- PROBLEM TO WORK ON: Every line containing the word "down" is to be copied from the data below.

Saved data entries:
+-------+

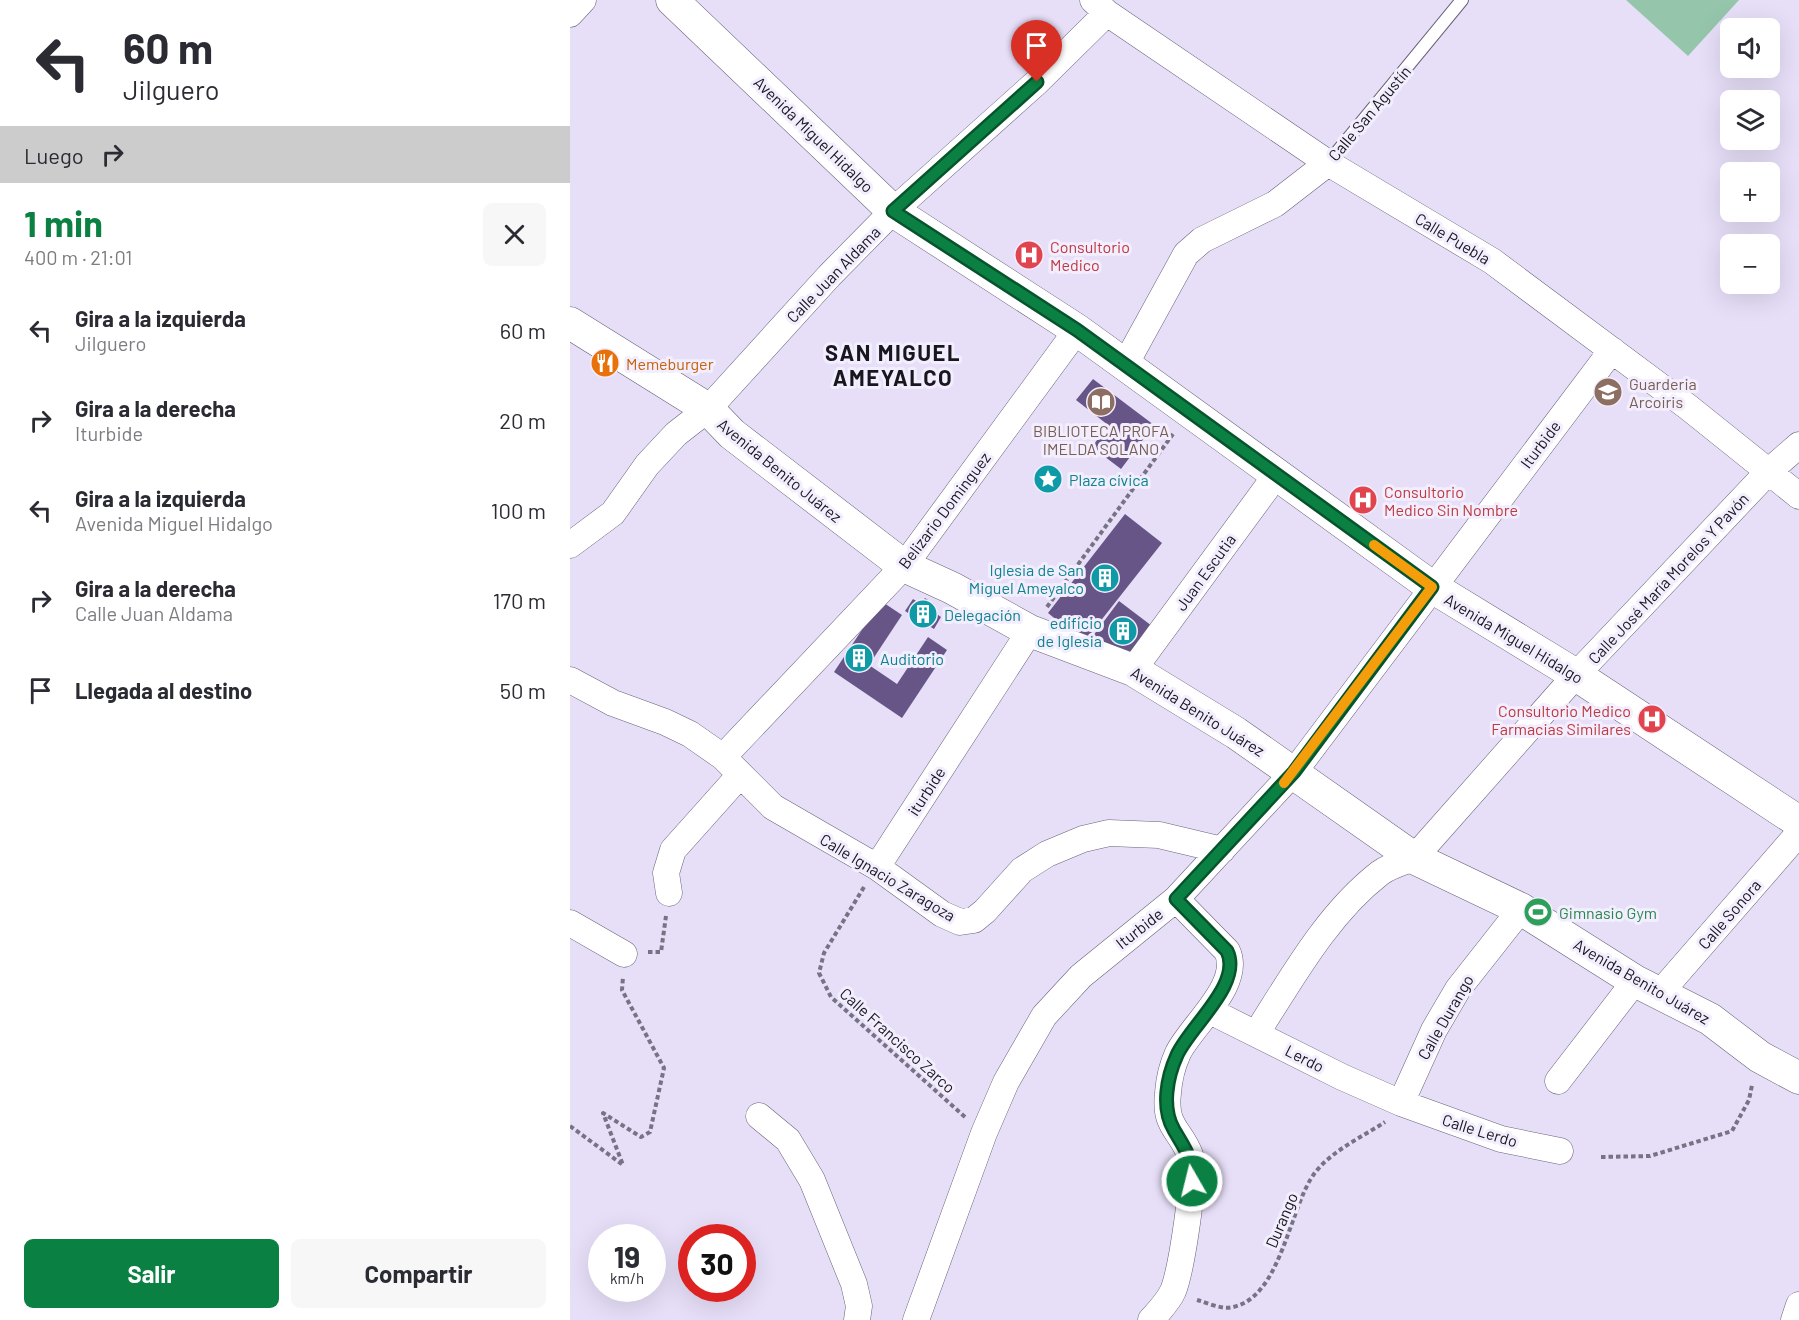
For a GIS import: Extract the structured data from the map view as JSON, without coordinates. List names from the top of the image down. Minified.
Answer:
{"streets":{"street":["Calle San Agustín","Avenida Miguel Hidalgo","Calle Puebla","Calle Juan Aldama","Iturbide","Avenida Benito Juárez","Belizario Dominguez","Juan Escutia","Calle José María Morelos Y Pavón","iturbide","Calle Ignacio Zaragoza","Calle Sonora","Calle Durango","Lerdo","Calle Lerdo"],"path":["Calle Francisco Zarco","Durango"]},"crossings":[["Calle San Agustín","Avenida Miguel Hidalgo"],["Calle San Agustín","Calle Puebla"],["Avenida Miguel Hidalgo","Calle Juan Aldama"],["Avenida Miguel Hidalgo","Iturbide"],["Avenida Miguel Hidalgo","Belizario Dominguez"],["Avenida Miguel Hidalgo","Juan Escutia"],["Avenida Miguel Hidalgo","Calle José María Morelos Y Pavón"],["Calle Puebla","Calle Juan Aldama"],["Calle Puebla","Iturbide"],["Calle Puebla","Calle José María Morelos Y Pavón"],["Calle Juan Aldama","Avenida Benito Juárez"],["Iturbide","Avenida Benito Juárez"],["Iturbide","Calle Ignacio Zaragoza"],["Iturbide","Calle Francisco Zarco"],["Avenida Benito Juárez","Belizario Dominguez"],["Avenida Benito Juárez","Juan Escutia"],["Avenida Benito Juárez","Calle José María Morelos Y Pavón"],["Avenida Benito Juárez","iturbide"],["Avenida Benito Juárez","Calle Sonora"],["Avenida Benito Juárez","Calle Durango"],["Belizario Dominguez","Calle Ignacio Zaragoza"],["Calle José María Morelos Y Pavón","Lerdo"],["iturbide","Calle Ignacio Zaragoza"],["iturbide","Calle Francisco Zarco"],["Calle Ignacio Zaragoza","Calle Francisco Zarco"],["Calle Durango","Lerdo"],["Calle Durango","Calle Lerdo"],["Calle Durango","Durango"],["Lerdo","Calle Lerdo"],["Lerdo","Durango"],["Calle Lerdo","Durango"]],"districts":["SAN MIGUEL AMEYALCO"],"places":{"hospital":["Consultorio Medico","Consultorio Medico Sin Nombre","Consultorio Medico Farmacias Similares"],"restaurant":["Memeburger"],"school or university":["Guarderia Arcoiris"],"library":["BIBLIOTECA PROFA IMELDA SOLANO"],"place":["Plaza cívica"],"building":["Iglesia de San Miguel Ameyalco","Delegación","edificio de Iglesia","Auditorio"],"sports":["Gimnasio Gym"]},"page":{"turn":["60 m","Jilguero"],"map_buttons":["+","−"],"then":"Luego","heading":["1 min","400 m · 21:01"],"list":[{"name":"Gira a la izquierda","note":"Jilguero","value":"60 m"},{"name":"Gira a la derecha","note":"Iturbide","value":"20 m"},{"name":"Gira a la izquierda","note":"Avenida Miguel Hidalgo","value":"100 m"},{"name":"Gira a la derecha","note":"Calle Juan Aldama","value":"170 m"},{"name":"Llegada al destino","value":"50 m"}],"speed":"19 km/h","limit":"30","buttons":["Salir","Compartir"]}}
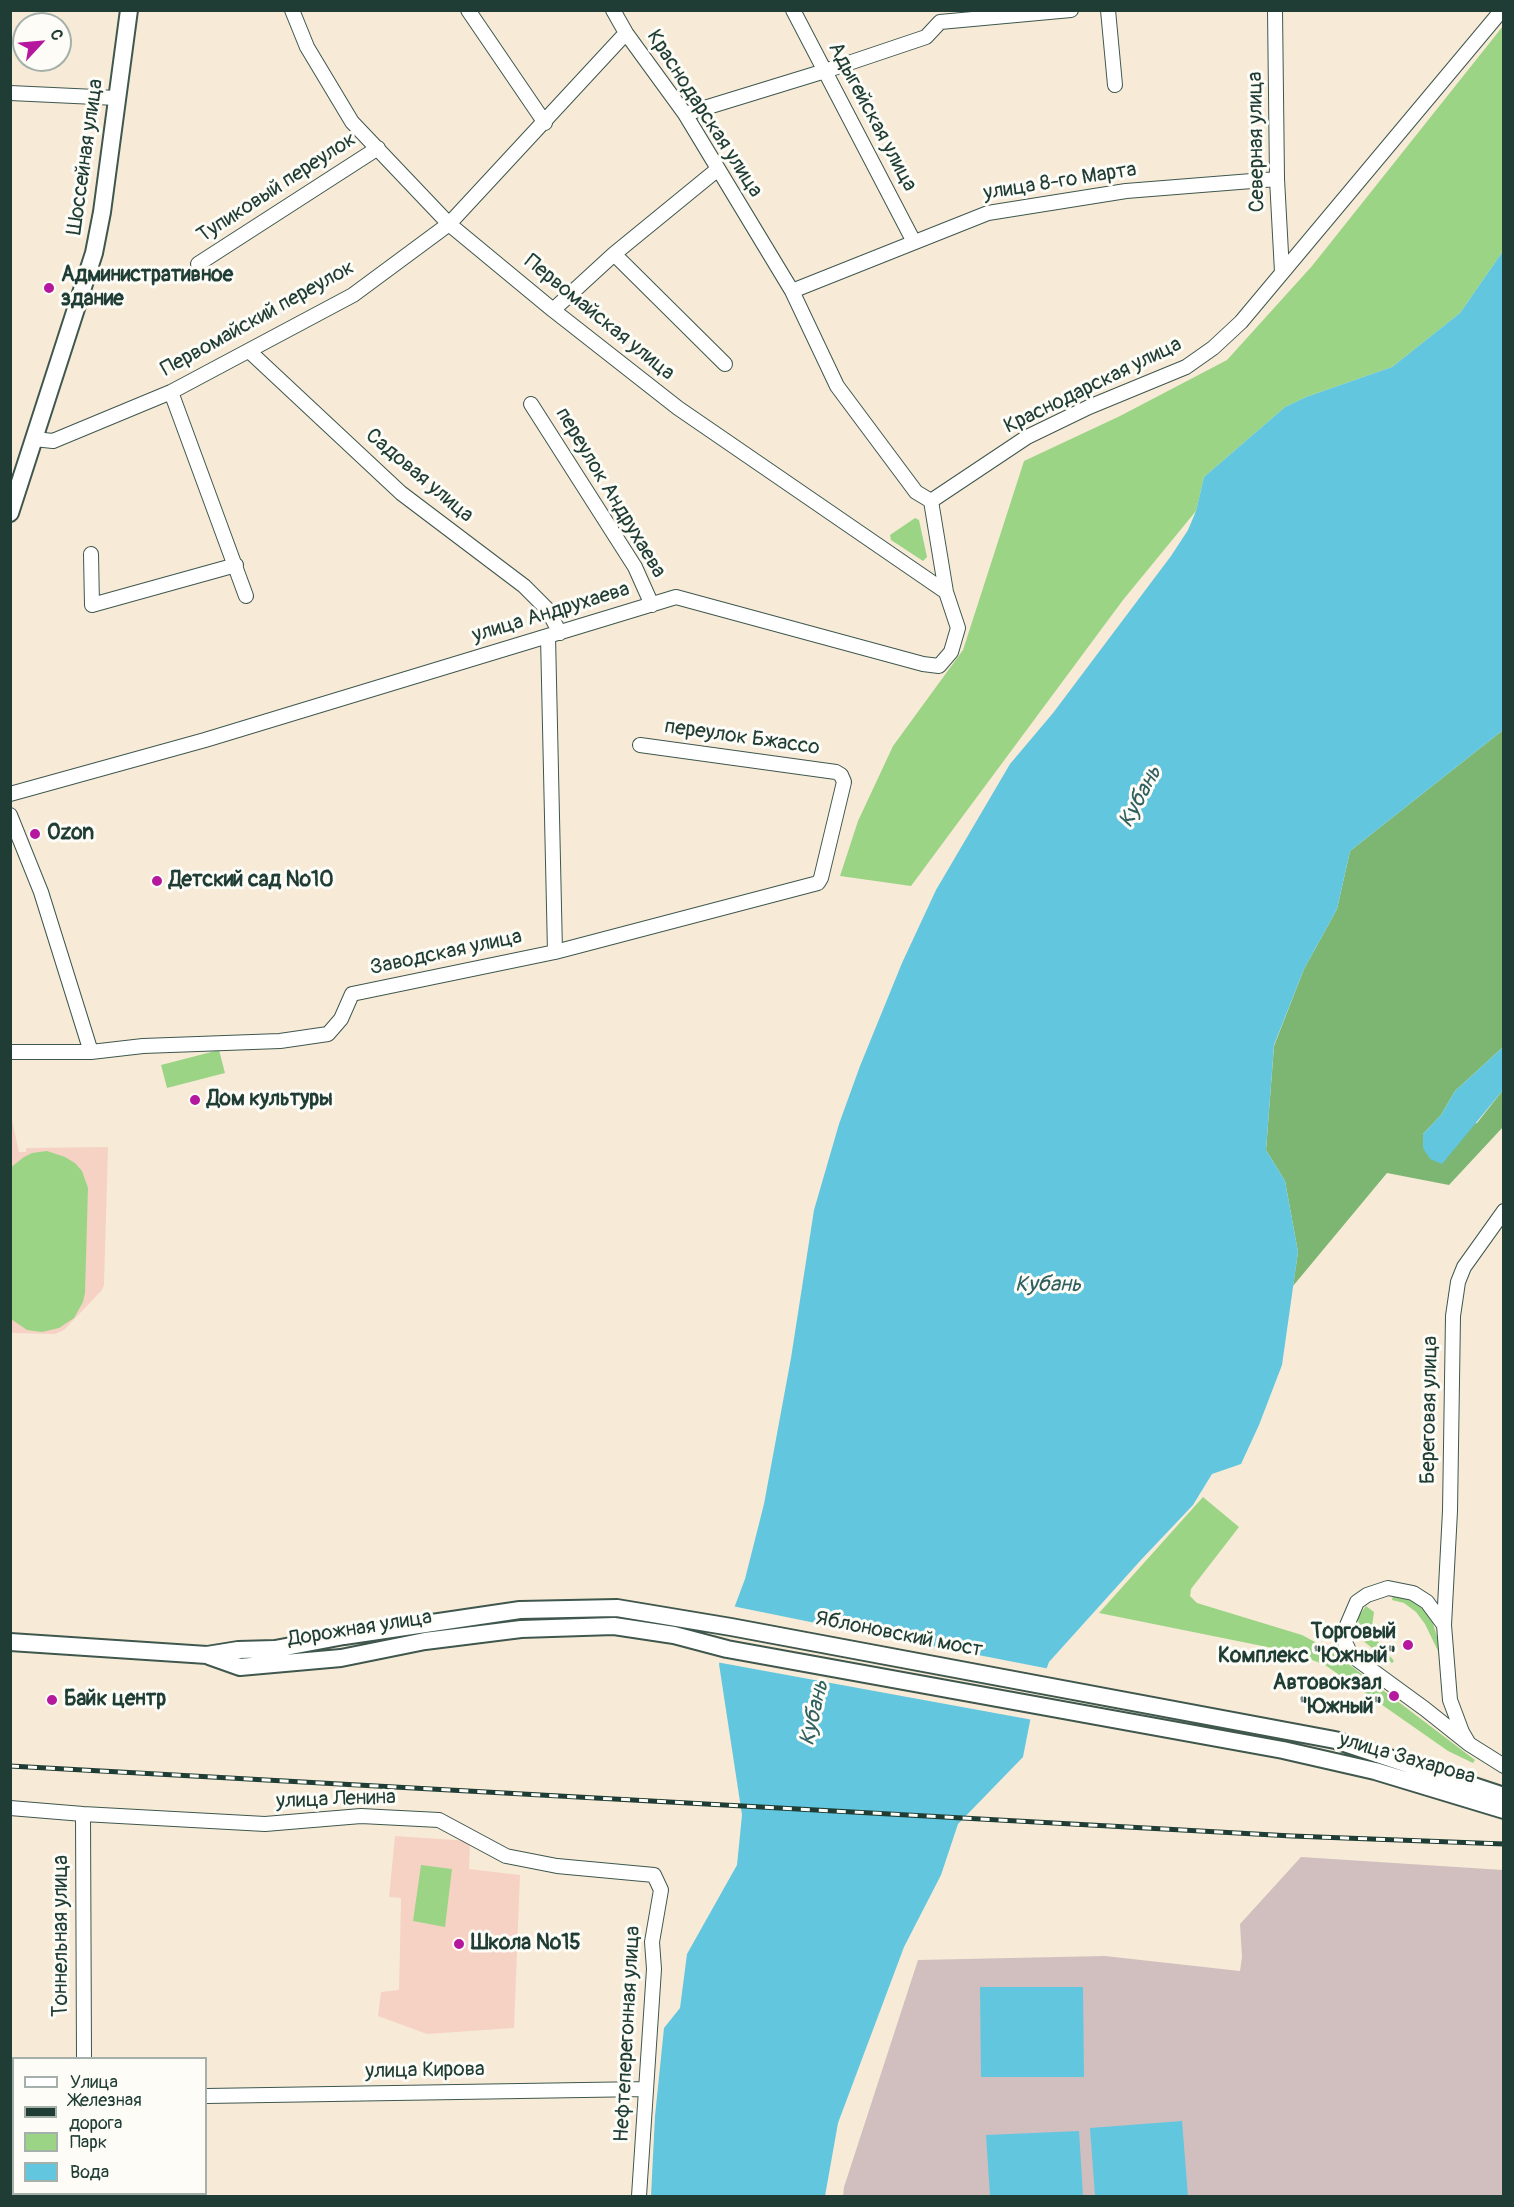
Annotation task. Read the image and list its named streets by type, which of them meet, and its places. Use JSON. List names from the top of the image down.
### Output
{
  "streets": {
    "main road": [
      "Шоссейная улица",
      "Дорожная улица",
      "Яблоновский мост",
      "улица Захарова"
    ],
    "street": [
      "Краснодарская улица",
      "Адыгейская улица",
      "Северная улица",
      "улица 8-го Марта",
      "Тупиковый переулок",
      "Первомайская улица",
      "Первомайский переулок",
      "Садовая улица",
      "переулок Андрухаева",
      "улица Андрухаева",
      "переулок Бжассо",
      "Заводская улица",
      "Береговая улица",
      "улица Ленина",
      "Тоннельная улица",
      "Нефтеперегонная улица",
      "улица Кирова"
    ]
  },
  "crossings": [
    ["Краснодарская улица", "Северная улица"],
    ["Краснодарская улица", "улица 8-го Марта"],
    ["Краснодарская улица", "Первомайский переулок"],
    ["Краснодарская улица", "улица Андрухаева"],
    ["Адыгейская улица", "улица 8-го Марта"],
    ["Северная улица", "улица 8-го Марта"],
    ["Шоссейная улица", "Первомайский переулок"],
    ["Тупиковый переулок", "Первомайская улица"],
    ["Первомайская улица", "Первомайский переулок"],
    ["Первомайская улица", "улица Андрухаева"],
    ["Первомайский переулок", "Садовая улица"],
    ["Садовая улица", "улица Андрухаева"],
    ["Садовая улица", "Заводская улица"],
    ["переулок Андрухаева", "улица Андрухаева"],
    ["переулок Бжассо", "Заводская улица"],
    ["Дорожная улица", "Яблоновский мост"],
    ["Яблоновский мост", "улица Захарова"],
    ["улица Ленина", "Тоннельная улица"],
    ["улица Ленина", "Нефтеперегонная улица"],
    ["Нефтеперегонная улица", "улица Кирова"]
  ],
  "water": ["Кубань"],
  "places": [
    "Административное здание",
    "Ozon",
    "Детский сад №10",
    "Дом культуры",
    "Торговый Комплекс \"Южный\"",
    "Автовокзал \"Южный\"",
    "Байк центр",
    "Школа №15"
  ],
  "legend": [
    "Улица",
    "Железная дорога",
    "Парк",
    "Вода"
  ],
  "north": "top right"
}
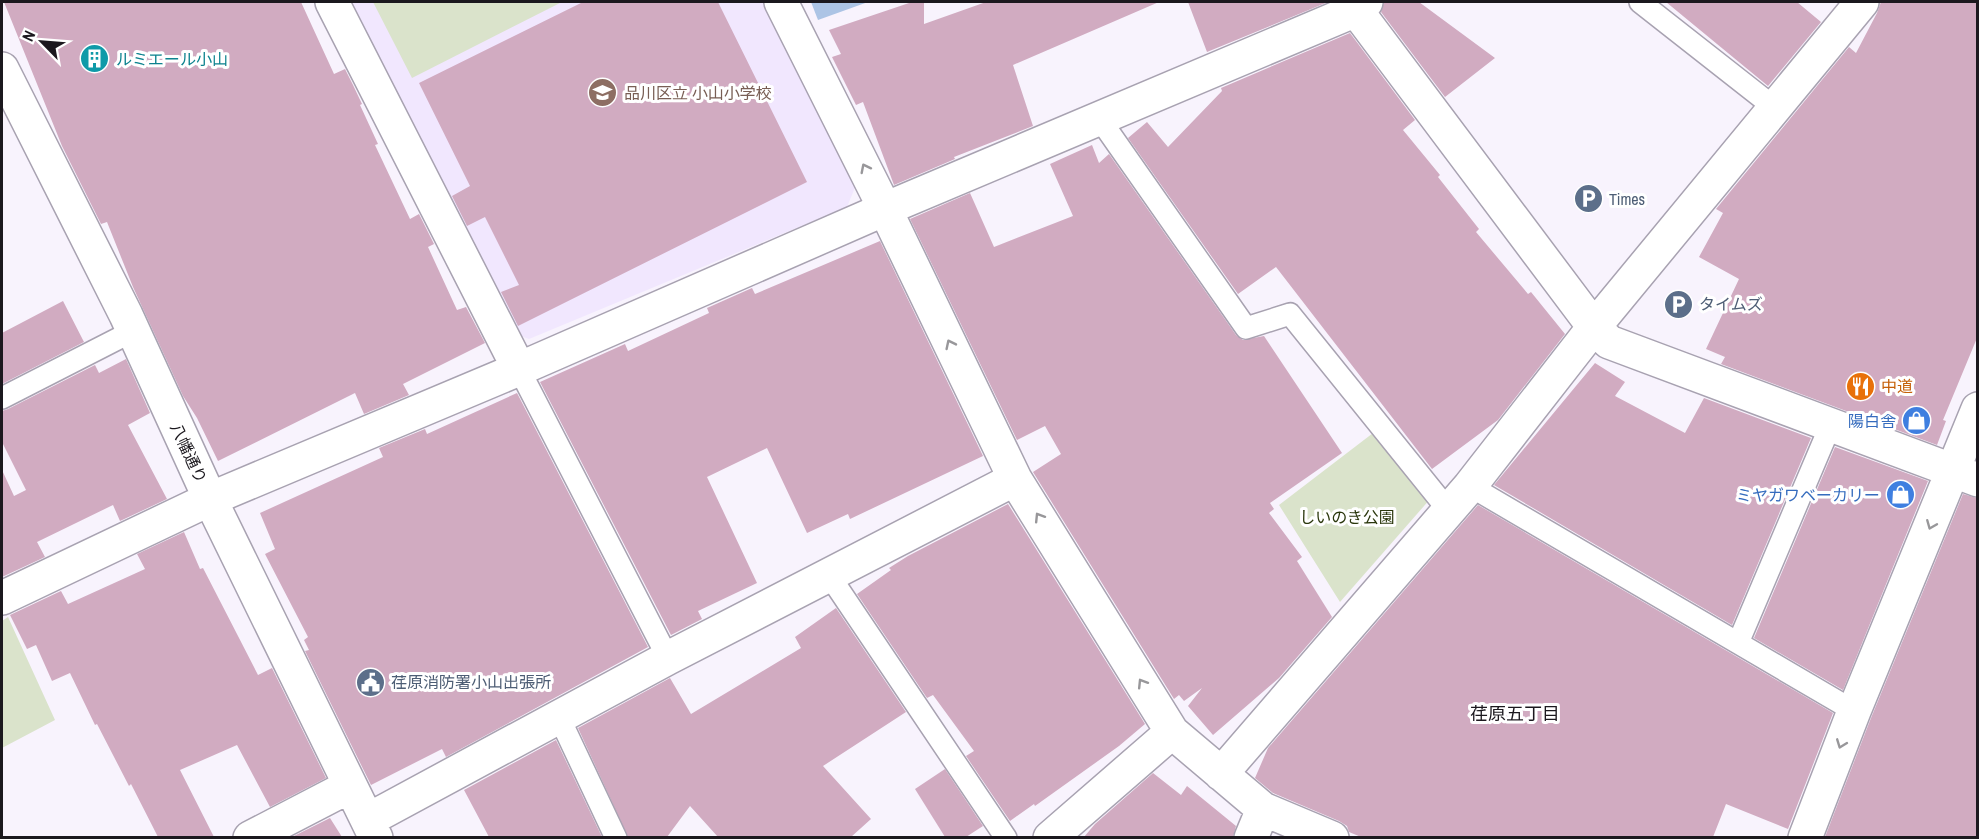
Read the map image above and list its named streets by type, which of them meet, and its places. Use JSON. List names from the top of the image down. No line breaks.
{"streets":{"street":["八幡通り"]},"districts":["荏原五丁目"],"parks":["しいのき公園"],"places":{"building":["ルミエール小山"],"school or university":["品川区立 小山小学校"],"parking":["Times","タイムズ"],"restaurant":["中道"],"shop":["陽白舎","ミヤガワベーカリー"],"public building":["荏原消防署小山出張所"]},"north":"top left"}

+-------+

- RESPONSE TO THE TASK:
For a GIS import: Extract the structured data from the map view as JSON, without coordinates. List names from the top of the image down. Minified.
Annotation task. Read the image and list its named streets by type, which of them meet, and its places. Use JSON. List names from the top of the image down.
Read the map image above and list its named streets by type, which of them meet, and its places. Use JSON. List names from the top of the image down. No line breaks.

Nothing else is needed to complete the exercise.